Wenn es um Open Access und Fachzeitschriften geht herrscht derzeit ein bisschen Spannung in der Branche. Die Diskussion um newLIS, also einer neuen Open-Access-Zeitschrift der Bibliothekswissenschaft bzw. des Bibliothekswesens bildet dafür den Bogen, der sich auch Richtung LIBREAS spannt, LIBREAS selbst aber, so mutmaßt mancher, nicht berührt. Allerdings bezieht man uns auch selten von Seiten der um newLIS Aktiven direkt ein und obschon im Berliner Bibliothekswissenschaftlichen Kolloquium vom 03.07. die Gelegenheit sehr günstig war, blieb es dabei, dass wir mehr aus der Ferne beobachtet wurden.
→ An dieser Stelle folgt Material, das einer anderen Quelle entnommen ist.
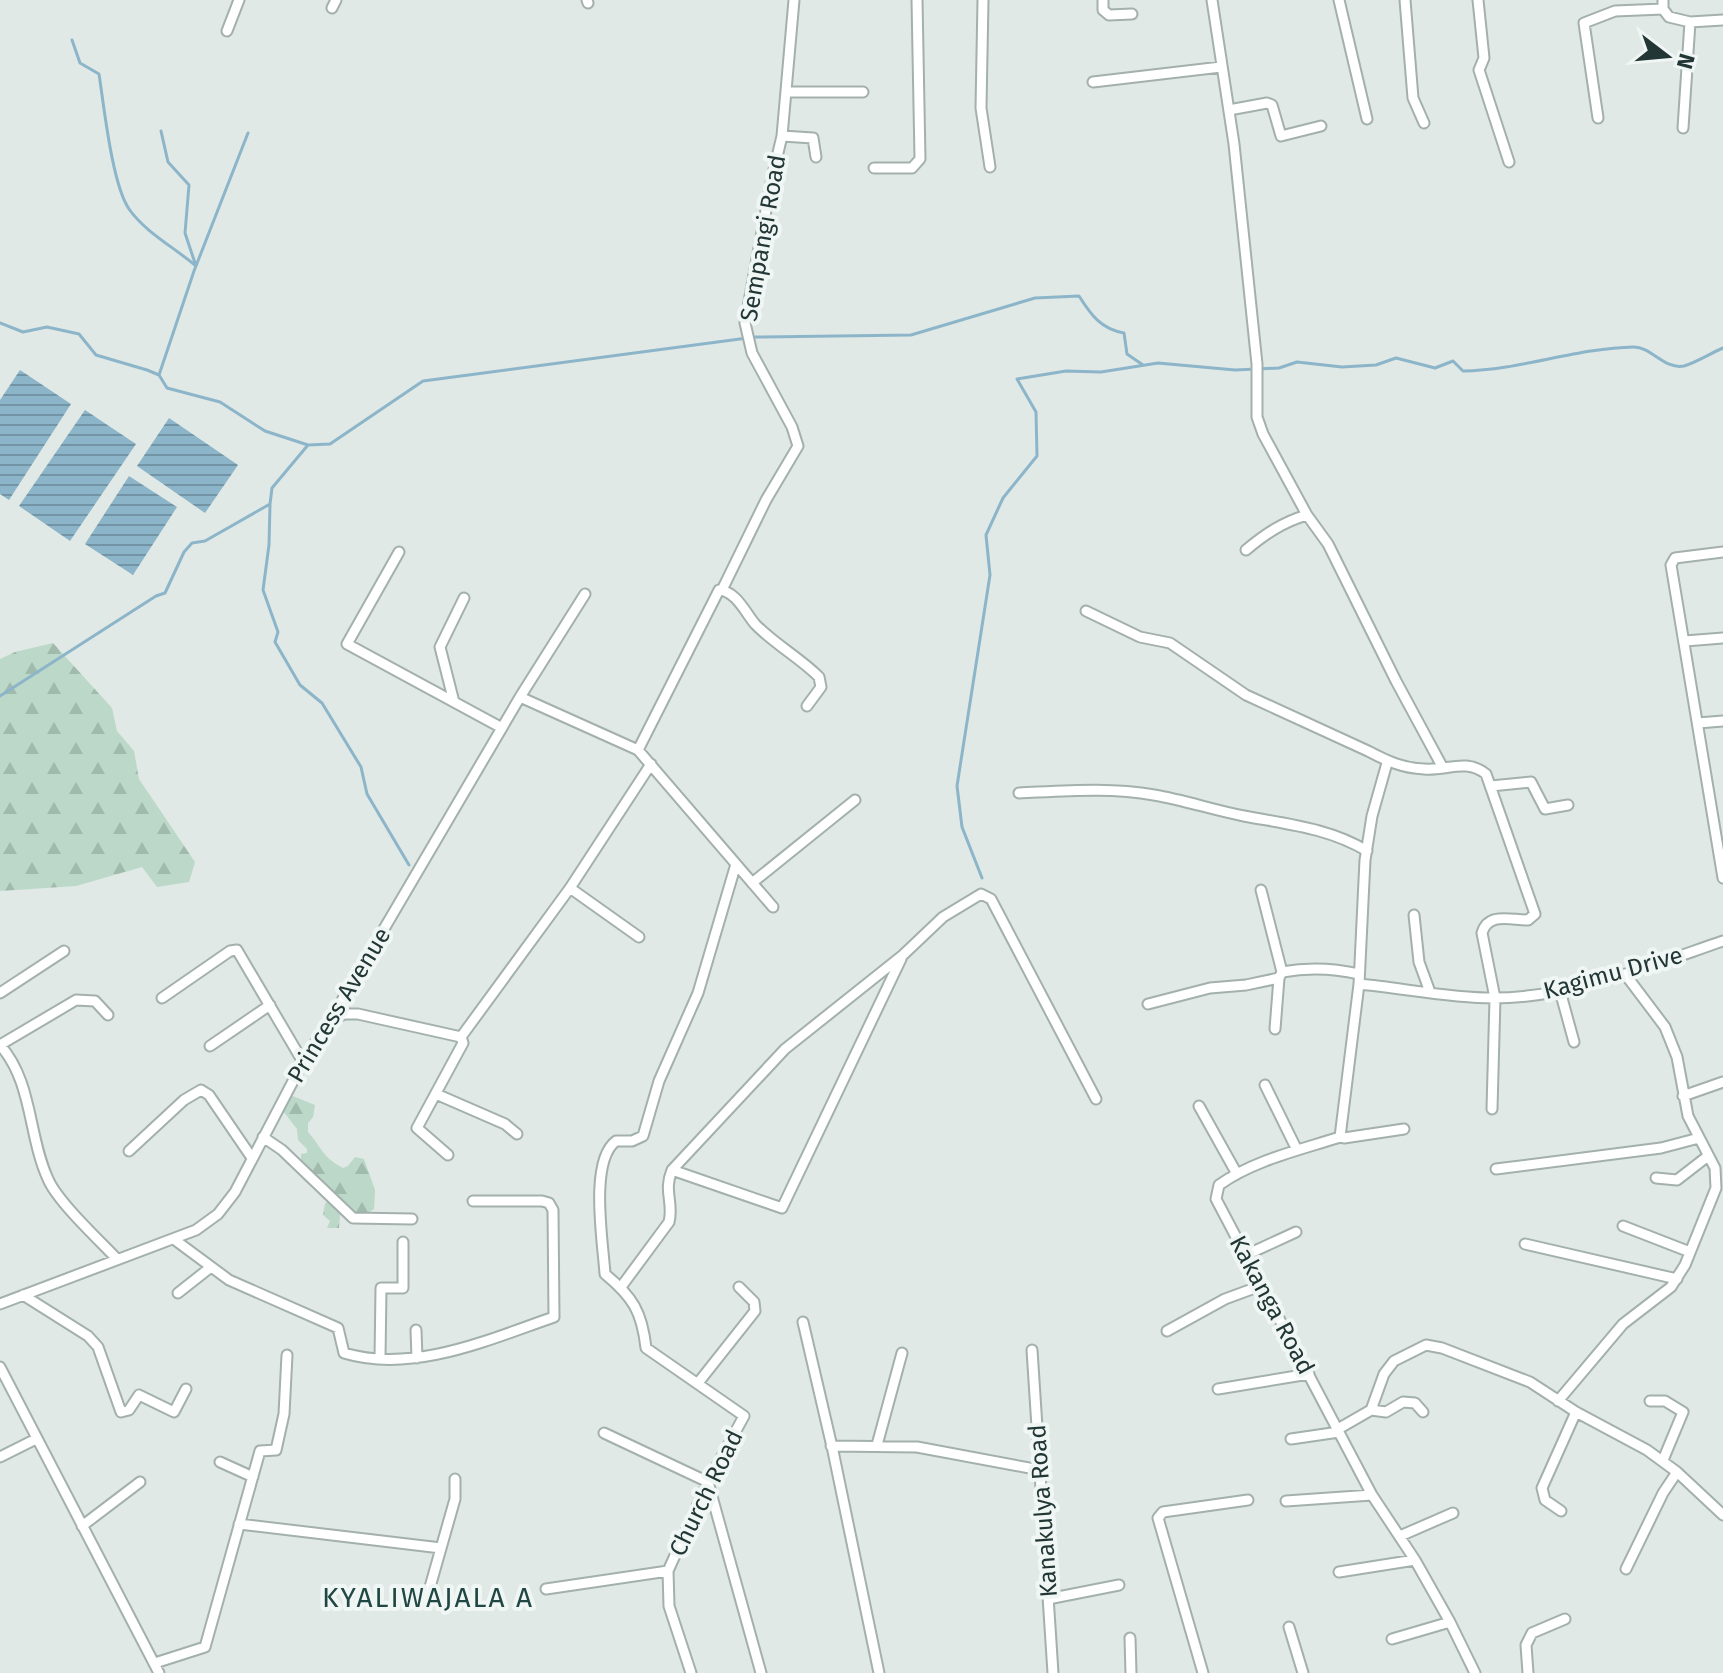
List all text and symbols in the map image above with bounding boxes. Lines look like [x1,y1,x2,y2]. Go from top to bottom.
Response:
north arrow [1627,16,1707,96]
text: N [1671,51,1701,72]
street label: Sempangi Road [735,152,791,324]
street label: Princess Avenue [282,922,396,1088]
street label: Kagimu Drive [1540,941,1686,1005]
street label: Kakanga Road [1224,1231,1320,1379]
street label: Kanakulya Road [1023,1424,1063,1598]
street label: Church Road [663,1425,749,1561]
district label: KYALIWAJALA A [322,1581,534,1614]

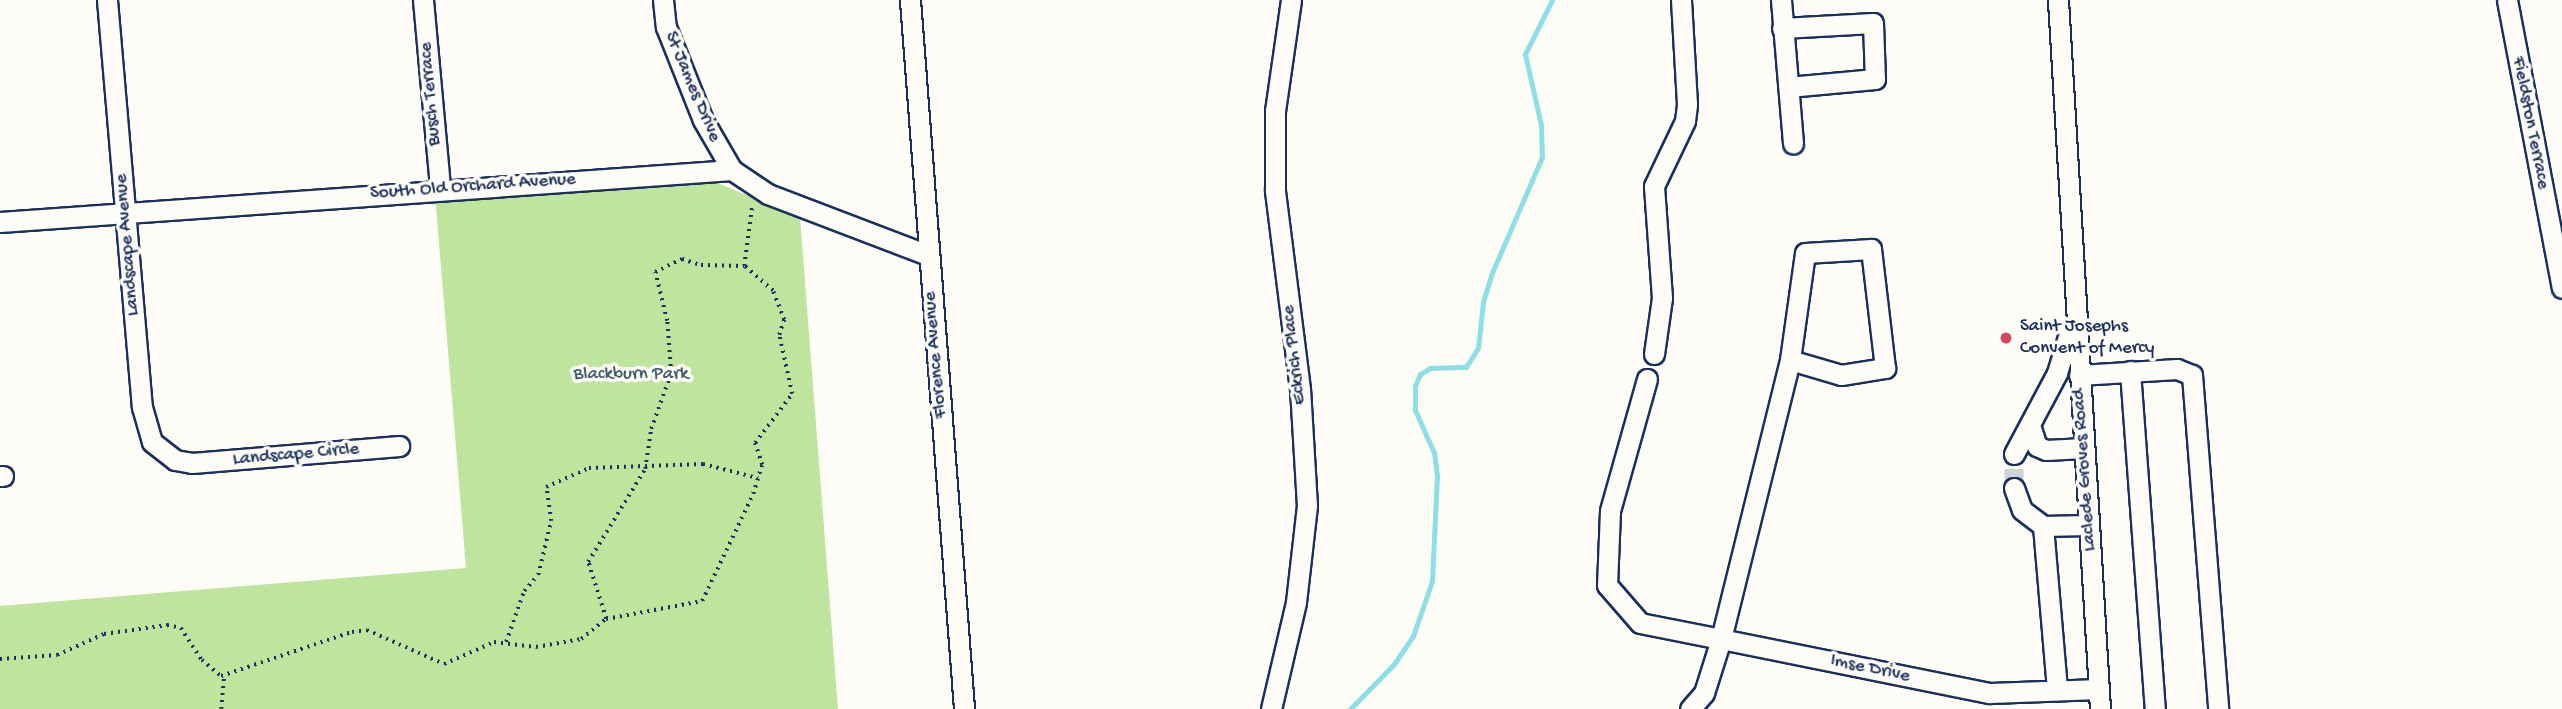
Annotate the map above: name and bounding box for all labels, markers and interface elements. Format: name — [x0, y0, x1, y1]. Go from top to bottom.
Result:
street label: St James Drive — [658, 28, 726, 146]
street label: Busch Terrace — [415, 41, 447, 147]
street label: Fieldston Terrace — [2506, 55, 2554, 191]
street label: South Old Orchard Avenue — [369, 168, 577, 206]
street label: Landscape Avenue — [110, 173, 146, 317]
street label: Florence Avenue — [919, 291, 953, 419]
street label: Eckrich Place — [1278, 304, 1312, 406]
place label: Saint Josephs Convent of Mercy — [2020, 316, 2154, 360]
marker: Saint Josephs Convent of Mercy — [1998, 330, 2014, 346]
park label: Blackburn Park — [574, 364, 688, 386]
street label: Laclede Groves Road — [2068, 388, 2102, 552]
street label: Landscape Circle — [232, 438, 360, 472]
street label: Imse Drive — [1828, 649, 1912, 689]

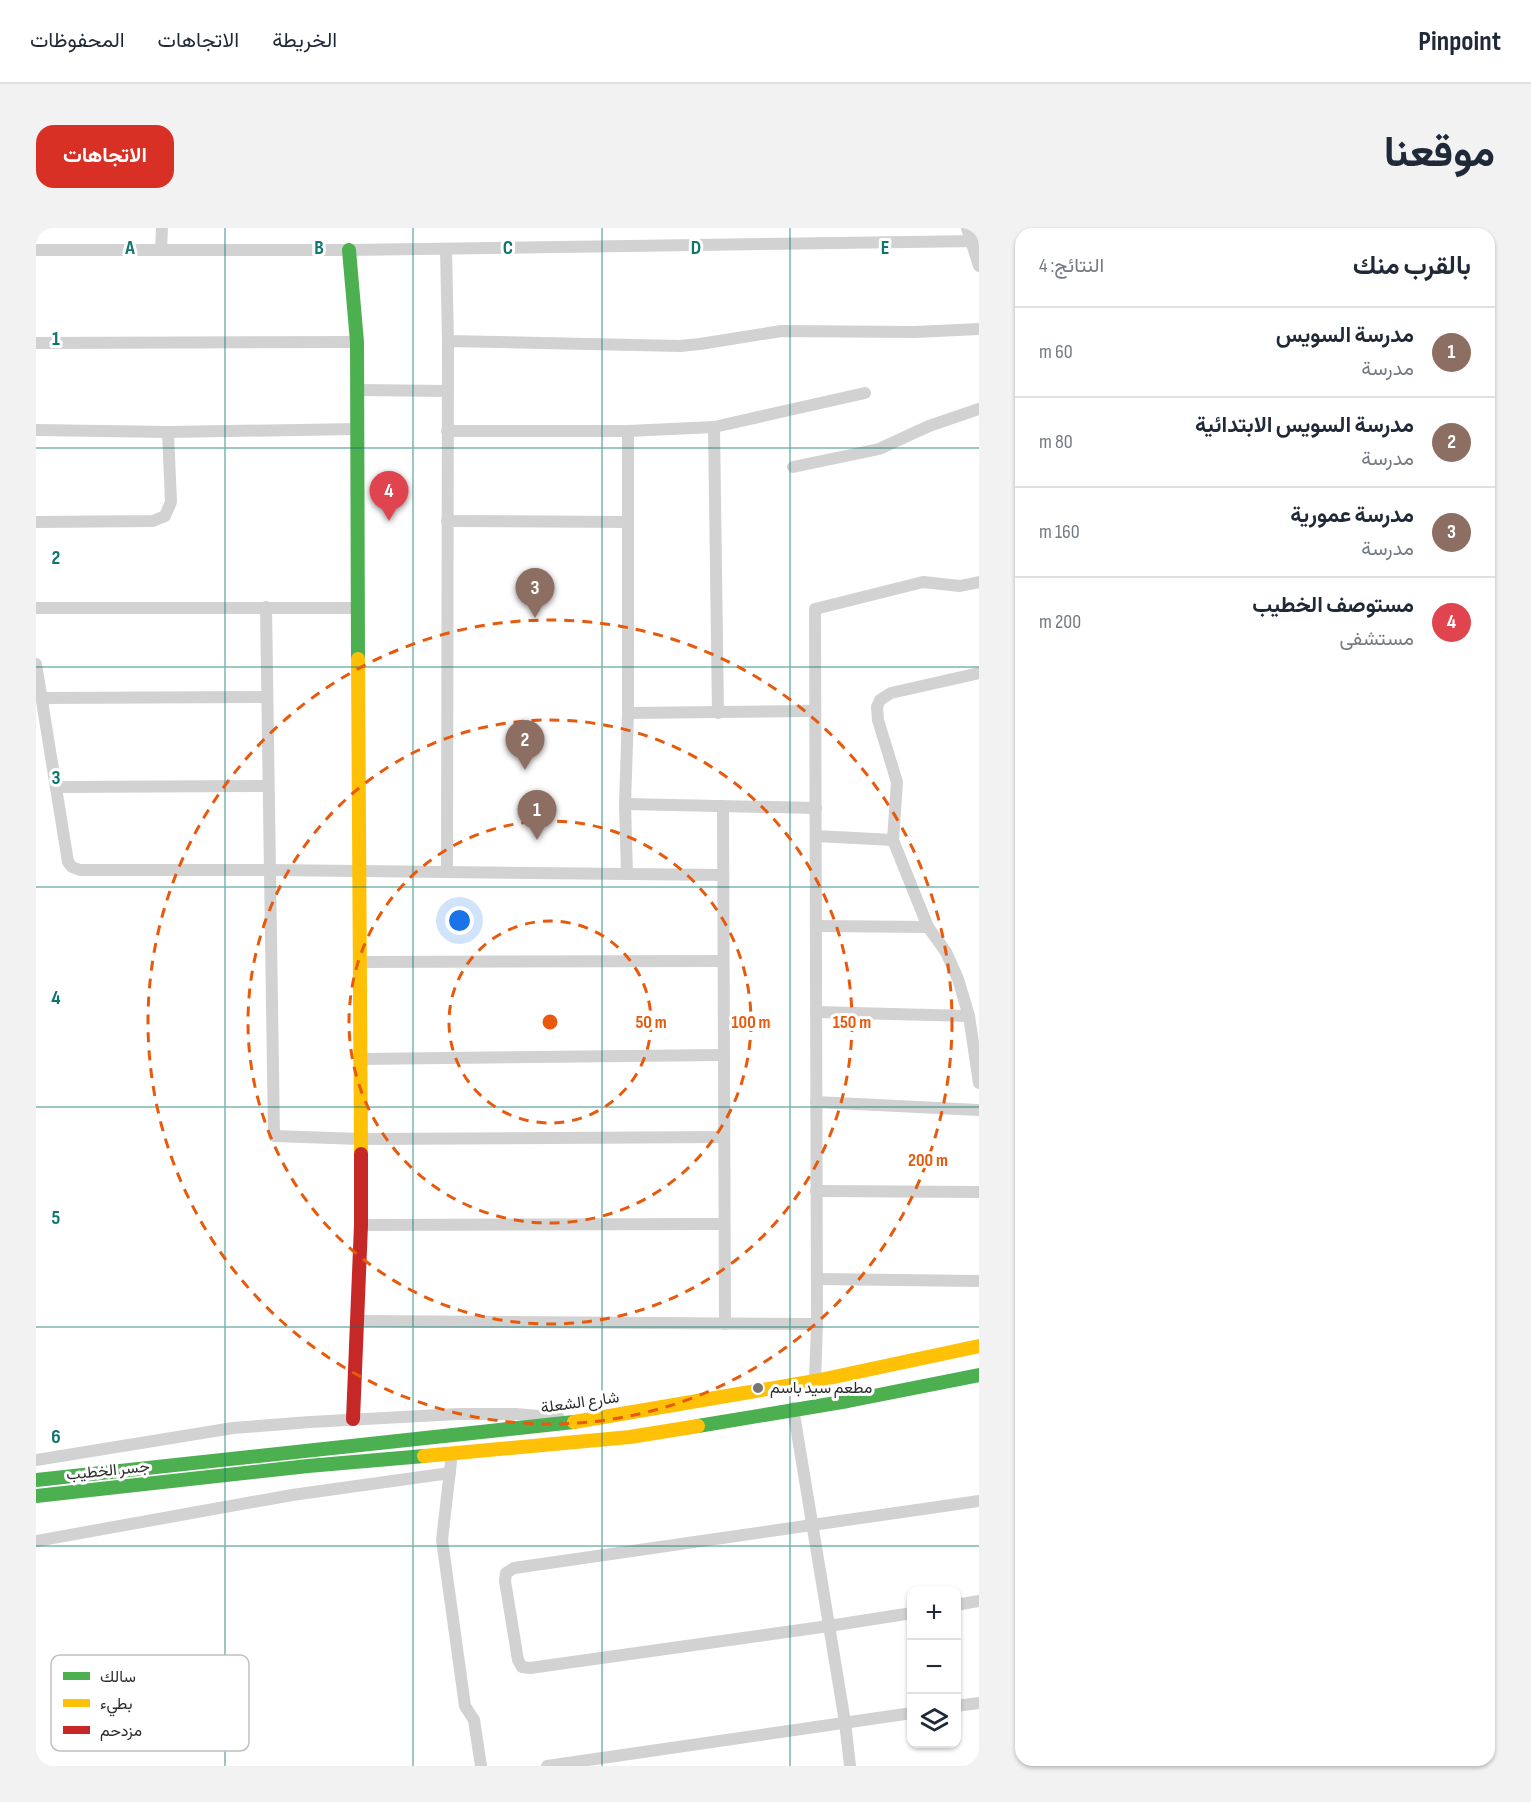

Warum dem so ist, sollte sicher auch einmal diskutiert werden, denn eigentlich verstehen wir uns schon dergestalt als inklusiv, dass wir auch für diese Debatten offen sind.

Nun findet sich heute hier im Weblog eine Aussage Walther Umstätters, die ein wenig das Problem anspricht:

Die Frage ist ja nicht, welchen Stellenwert Libreas momentan hat, sondern welche Ausbaufaehigkeit sie mitbringt. Dazu gibt es gerade eine Diskussion, die man substantiell anreicher koennte, anstatt sie nur unbegruendet abzubuegeln.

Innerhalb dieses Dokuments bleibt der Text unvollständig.